Saved entries
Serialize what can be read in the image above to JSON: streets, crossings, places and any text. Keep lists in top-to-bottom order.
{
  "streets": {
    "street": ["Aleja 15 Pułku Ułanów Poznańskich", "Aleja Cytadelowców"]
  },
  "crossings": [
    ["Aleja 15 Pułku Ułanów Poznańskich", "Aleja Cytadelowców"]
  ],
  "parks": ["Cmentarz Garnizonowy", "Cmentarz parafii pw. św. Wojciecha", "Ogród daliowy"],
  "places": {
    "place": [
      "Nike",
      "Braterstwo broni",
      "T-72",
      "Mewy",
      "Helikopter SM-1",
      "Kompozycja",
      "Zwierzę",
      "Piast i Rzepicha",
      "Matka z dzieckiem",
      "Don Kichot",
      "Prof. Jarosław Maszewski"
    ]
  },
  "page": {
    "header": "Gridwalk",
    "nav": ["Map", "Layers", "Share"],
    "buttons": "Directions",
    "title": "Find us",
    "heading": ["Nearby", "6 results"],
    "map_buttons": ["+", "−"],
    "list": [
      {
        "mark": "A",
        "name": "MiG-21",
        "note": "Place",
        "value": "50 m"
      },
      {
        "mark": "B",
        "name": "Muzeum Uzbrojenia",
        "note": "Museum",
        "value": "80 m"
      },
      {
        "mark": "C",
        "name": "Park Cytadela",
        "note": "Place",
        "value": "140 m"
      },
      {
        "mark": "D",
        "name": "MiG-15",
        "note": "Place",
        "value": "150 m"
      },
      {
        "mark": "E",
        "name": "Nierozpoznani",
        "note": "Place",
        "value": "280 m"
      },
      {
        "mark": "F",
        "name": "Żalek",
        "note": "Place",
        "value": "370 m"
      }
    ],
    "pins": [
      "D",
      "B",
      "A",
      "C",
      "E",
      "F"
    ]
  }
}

▶ PROBLEM DETAILS
Return all entries exactly.

▶ ANSWER BELOW
Serialize what can be read in the image above to JSON: streets, crossings, places and any text. Keep lists in top-to-bottom order.
{
  "streets": {
    "street": ["Aleja 15 Pułku Ułanów Poznańskich", "Aleja Cytadelowców"]
  },
  "crossings": [
    ["Aleja 15 Pułku Ułanów Poznańskich", "Aleja Cytadelowców"]
  ],
  "parks": ["Cmentarz Garnizonowy", "Cmentarz parafii pw. św. Wojciecha", "Ogród daliowy"],
  "places": {
    "place": [
      "Nike",
      "Braterstwo broni",
      "T-72",
      "Mewy",
      "Helikopter SM-1",
      "Kompozycja",
      "Zwierzę",
      "Piast i Rzepicha",
      "Matka z dzieckiem",
      "Don Kichot",
      "Prof. Jarosław Maszewski"
    ]
  },
  "page": {
    "header": "Gridwalk",
    "nav": ["Map", "Layers", "Share"],
    "buttons": "Directions",
    "title": "Find us",
    "heading": ["Nearby", "6 results"],
    "map_buttons": ["+", "−"],
    "list": [
      {
        "mark": "A",
        "name": "MiG-21",
        "note": "Place",
        "value": "50 m"
      },
      {
        "mark": "B",
        "name": "Muzeum Uzbrojenia",
        "note": "Museum",
        "value": "80 m"
      },
      {
        "mark": "C",
        "name": "Park Cytadela",
        "note": "Place",
        "value": "140 m"
      },
      {
        "mark": "D",
        "name": "MiG-15",
        "note": "Place",
        "value": "150 m"
      },
      {
        "mark": "E",
        "name": "Nierozpoznani",
        "note": "Place",
        "value": "280 m"
      },
      {
        "mark": "F",
        "name": "Żalek",
        "note": "Place",
        "value": "370 m"
      }
    ],
    "pins": [
      "D",
      "B",
      "A",
      "C",
      "E",
      "F"
    ]
  }
}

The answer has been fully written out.